(Source material)
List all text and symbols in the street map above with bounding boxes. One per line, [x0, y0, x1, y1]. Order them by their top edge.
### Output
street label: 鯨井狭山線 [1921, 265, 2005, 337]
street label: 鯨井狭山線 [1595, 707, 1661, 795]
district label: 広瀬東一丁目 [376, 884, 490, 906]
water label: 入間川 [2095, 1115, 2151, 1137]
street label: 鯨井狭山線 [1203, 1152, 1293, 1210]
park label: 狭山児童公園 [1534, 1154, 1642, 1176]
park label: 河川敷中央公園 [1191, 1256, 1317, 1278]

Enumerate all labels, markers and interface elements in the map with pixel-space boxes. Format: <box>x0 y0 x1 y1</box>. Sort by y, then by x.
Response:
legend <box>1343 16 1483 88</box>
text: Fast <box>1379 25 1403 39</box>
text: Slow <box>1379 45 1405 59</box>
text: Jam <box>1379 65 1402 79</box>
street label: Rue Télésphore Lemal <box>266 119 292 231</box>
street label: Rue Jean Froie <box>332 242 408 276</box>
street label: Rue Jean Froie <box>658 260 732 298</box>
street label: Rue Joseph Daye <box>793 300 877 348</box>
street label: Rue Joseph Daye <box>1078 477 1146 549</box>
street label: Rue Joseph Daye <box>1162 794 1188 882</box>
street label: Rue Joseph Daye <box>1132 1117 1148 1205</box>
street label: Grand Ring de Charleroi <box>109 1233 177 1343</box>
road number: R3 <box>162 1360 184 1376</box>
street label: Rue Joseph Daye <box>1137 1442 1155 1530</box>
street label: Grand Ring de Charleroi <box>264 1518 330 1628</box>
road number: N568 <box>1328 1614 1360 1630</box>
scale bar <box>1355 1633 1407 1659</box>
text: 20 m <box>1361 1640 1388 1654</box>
(End Source material)
**What needs to be done:**
The records above must be repeated exactly, every one of them.

**Response to this exercise:**
List all text and symbols in the street map above with bounding boxes. One per line, [x0, y0, x1, y1]. Order them by their top edge.
### Output
street label: 鯨井狭山線 [1921, 265, 2005, 337]
street label: 鯨井狭山線 [1595, 707, 1661, 795]
district label: 広瀬東一丁目 [376, 884, 490, 906]
water label: 入間川 [2095, 1115, 2151, 1137]
street label: 鯨井狭山線 [1203, 1152, 1293, 1210]
park label: 狭山児童公園 [1534, 1154, 1642, 1176]
park label: 河川敷中央公園 [1191, 1256, 1317, 1278]

Enumerate all labels, markers and interface elements in the map with pixel-space boxes. Format: <box>x0 y0 x1 y1</box>. Sort by y, then by x.
Response:
legend <box>1343 16 1483 88</box>
text: Fast <box>1379 25 1403 39</box>
text: Slow <box>1379 45 1405 59</box>
text: Jam <box>1379 65 1402 79</box>
street label: Rue Télésphore Lemal <box>266 119 292 231</box>
street label: Rue Jean Froie <box>332 242 408 276</box>
street label: Rue Jean Froie <box>658 260 732 298</box>
street label: Rue Joseph Daye <box>793 300 877 348</box>
street label: Rue Joseph Daye <box>1078 477 1146 549</box>
street label: Rue Joseph Daye <box>1162 794 1188 882</box>
street label: Rue Joseph Daye <box>1132 1117 1148 1205</box>
street label: Grand Ring de Charleroi <box>109 1233 177 1343</box>
road number: R3 <box>162 1360 184 1376</box>
street label: Rue Joseph Daye <box>1137 1442 1155 1530</box>
street label: Grand Ring de Charleroi <box>264 1518 330 1628</box>
road number: N568 <box>1328 1614 1360 1630</box>
scale bar <box>1355 1633 1407 1659</box>
text: 20 m <box>1361 1640 1388 1654</box>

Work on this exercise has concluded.